Wallace, on the other hand, seems almost younger, following Don around, learning everything that his father never taught him about sailcraft.  Thank God for his attitude!  It gives me enough heart to check how the pea soup's coming and make sure that Don hasn't spiced it all to hell and gone while I'd turned my back.)
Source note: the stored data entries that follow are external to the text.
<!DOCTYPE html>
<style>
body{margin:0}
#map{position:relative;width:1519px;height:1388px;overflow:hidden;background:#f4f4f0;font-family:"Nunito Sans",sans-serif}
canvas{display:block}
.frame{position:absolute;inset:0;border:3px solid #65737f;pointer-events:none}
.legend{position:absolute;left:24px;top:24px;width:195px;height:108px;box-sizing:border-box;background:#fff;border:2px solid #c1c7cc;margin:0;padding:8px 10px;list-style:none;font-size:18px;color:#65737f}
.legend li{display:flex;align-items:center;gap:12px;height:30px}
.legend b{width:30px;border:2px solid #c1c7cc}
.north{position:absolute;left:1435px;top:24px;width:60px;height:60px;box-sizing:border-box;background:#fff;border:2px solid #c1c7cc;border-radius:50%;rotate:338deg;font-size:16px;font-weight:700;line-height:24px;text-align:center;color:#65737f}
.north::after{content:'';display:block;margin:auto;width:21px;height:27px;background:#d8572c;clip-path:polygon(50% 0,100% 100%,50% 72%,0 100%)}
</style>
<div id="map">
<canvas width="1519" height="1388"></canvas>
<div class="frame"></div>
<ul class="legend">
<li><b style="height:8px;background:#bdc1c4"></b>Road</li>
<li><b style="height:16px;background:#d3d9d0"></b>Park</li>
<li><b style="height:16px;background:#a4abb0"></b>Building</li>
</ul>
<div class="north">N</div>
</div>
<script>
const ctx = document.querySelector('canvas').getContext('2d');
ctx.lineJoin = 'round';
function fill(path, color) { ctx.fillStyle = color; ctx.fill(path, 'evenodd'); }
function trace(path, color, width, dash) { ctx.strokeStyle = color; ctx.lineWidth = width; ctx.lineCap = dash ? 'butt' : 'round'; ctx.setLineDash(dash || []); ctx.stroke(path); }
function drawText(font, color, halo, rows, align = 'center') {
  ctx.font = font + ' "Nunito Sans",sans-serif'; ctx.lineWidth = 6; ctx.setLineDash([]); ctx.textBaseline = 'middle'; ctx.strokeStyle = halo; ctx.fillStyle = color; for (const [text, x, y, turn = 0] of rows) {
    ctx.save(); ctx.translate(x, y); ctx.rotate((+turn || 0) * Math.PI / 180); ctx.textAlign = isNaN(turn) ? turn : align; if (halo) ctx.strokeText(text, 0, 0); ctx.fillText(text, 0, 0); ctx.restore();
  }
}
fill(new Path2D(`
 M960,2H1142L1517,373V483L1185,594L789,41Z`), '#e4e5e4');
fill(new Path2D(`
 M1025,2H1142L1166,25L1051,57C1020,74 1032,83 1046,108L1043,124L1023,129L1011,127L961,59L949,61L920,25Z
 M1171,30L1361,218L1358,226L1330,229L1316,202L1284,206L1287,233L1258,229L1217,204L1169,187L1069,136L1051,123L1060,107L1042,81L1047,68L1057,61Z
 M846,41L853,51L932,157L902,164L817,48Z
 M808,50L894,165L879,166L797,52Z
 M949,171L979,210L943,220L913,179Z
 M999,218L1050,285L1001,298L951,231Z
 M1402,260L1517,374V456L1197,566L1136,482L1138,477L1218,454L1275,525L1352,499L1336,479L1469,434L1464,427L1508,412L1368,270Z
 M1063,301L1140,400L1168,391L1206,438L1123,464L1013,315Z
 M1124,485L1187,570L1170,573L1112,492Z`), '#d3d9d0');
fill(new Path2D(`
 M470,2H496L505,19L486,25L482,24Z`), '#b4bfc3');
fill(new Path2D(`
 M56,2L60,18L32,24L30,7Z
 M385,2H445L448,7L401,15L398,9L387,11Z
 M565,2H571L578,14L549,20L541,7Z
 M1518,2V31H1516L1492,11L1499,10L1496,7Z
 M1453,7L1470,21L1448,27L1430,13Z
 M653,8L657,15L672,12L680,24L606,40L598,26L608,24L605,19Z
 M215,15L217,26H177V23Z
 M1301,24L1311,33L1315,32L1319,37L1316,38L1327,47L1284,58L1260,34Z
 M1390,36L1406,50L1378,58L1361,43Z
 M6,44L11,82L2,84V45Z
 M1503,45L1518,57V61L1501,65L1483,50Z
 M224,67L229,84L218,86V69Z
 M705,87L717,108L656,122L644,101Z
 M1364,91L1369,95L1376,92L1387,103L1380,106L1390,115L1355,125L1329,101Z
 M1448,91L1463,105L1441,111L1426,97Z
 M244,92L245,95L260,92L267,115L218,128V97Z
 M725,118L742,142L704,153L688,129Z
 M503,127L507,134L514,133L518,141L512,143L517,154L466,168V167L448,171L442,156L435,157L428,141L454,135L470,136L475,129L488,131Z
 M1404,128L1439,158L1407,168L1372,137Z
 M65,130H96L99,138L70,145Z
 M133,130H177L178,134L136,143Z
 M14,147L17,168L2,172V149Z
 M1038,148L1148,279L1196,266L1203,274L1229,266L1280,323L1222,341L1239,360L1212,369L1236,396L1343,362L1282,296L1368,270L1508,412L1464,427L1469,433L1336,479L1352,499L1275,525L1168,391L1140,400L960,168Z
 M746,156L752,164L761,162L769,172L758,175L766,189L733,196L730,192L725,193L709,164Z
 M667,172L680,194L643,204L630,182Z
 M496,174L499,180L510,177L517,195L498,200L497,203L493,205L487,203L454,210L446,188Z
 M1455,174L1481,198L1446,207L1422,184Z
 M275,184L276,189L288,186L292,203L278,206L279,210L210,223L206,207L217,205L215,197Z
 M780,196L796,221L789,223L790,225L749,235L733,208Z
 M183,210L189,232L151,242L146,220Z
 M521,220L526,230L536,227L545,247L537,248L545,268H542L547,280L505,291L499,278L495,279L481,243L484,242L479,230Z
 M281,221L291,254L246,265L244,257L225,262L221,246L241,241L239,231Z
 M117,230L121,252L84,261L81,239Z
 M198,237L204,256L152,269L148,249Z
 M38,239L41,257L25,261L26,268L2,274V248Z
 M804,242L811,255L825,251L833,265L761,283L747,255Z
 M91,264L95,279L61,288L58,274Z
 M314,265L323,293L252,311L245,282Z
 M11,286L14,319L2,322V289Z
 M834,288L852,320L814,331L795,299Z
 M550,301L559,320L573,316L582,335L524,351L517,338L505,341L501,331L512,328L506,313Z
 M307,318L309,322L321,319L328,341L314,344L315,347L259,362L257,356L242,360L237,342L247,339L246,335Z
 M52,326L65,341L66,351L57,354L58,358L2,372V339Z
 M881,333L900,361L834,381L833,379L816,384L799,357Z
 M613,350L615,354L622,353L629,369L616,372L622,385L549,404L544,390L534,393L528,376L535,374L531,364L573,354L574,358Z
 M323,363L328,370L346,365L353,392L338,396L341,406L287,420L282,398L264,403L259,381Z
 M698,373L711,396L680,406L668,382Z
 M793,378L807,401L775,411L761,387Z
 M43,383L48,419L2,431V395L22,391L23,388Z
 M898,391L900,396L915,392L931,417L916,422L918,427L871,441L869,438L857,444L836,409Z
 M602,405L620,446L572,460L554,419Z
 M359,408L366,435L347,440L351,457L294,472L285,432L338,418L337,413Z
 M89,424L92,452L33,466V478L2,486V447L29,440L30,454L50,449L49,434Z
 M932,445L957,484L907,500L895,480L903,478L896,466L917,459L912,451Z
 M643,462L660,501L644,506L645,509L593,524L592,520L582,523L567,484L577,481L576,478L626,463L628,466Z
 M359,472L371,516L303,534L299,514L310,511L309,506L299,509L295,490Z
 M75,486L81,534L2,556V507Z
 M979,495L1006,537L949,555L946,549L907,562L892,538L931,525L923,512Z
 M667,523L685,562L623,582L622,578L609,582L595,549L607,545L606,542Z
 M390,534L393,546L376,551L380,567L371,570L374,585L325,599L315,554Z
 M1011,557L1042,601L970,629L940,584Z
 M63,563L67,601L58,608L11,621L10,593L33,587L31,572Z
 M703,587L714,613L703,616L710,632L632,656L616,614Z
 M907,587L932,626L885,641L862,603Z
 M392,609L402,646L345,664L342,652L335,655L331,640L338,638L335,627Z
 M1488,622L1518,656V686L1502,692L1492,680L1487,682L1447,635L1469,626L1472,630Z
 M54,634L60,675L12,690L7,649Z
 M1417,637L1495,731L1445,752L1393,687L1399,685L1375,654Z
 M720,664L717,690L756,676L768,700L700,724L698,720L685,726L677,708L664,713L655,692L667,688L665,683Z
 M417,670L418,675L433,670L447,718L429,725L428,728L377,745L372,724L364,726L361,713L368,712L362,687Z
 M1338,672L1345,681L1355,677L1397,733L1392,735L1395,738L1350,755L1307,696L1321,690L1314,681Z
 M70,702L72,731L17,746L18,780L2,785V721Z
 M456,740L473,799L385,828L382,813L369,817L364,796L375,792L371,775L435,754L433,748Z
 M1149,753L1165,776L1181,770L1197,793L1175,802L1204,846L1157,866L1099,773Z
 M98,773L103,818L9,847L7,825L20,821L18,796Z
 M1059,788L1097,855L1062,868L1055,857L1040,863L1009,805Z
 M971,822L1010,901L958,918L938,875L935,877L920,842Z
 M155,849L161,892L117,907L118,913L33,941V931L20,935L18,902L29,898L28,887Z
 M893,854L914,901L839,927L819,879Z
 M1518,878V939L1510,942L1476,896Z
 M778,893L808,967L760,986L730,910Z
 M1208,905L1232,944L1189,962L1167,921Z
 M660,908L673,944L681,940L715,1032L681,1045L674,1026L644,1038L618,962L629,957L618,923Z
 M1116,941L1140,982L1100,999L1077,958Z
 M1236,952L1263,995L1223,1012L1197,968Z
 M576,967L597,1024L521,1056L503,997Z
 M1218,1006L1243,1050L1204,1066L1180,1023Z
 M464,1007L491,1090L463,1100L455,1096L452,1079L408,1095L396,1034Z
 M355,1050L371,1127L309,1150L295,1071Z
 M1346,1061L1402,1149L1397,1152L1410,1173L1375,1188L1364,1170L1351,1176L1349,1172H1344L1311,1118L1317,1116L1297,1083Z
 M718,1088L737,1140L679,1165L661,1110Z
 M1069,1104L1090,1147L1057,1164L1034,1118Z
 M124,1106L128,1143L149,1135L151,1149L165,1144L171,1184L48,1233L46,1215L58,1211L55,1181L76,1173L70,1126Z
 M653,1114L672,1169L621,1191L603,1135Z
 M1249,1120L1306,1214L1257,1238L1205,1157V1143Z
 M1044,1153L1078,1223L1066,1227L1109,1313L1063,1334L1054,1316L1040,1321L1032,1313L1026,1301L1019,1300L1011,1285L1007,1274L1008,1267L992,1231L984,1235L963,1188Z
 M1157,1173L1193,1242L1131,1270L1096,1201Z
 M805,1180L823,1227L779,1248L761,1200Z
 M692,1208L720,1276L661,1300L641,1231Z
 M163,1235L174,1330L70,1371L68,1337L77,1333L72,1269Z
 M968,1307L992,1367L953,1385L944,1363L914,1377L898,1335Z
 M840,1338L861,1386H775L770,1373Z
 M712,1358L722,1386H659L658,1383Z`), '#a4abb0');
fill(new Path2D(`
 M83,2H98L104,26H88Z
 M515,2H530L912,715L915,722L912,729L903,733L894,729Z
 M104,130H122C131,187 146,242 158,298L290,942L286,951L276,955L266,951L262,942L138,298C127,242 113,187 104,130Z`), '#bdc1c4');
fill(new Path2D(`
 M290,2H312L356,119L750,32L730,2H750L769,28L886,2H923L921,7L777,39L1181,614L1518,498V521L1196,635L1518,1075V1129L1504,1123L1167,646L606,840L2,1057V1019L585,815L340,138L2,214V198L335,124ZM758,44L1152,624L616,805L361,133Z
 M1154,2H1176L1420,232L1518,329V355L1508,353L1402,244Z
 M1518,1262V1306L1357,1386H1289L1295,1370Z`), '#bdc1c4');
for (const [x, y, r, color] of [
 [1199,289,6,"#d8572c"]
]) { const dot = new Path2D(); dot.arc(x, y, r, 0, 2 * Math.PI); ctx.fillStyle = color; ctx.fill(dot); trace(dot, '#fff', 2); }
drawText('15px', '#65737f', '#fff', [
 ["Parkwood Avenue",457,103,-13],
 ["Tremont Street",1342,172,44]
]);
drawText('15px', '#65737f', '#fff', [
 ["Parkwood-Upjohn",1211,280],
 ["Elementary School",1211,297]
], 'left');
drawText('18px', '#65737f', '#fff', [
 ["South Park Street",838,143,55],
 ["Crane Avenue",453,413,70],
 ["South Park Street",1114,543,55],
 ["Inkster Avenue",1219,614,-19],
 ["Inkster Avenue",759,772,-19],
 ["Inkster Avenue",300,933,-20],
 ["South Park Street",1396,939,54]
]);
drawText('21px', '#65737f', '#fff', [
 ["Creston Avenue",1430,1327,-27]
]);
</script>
(Cairns.  Cairns because they care.  Not like the fellow before, left out in the open with his skull bashed in.  They're humanizing again.  We're all humanizing.

The sun has gone below the horizon, but light still lingers, pink and violet, behind the silhouettes of winter boughs.  I could go awhile yet before it grows so dim that I might miss something important.

"How about it, Tshura?" I ask the leather-clad box on the seat beside me.  "Shall we keep on driving?  Yes?  Then drive it is!"

Sometimes all you need is a friend to help you hold despair at bay.  Even if she's a ghost.)

(The superstitious peasants cling to their dead, believing in ghosts.  I'm too educated to indulge in that luxury.  Yet it does help to think of them–to know that I have something to avenge.)

I know, in fact, that I've felt better quite recently.  I felt an excitement so keen that fear became a thrill, anger and panic and even hate felt good.  All it took was a little bit of leaf between my teeth.

(Well so be it!  I came out here to challenge myself.  The challenge has changed, but not the spirit that rises to it.)

And–again—in theory–that is the phoniest memory of all.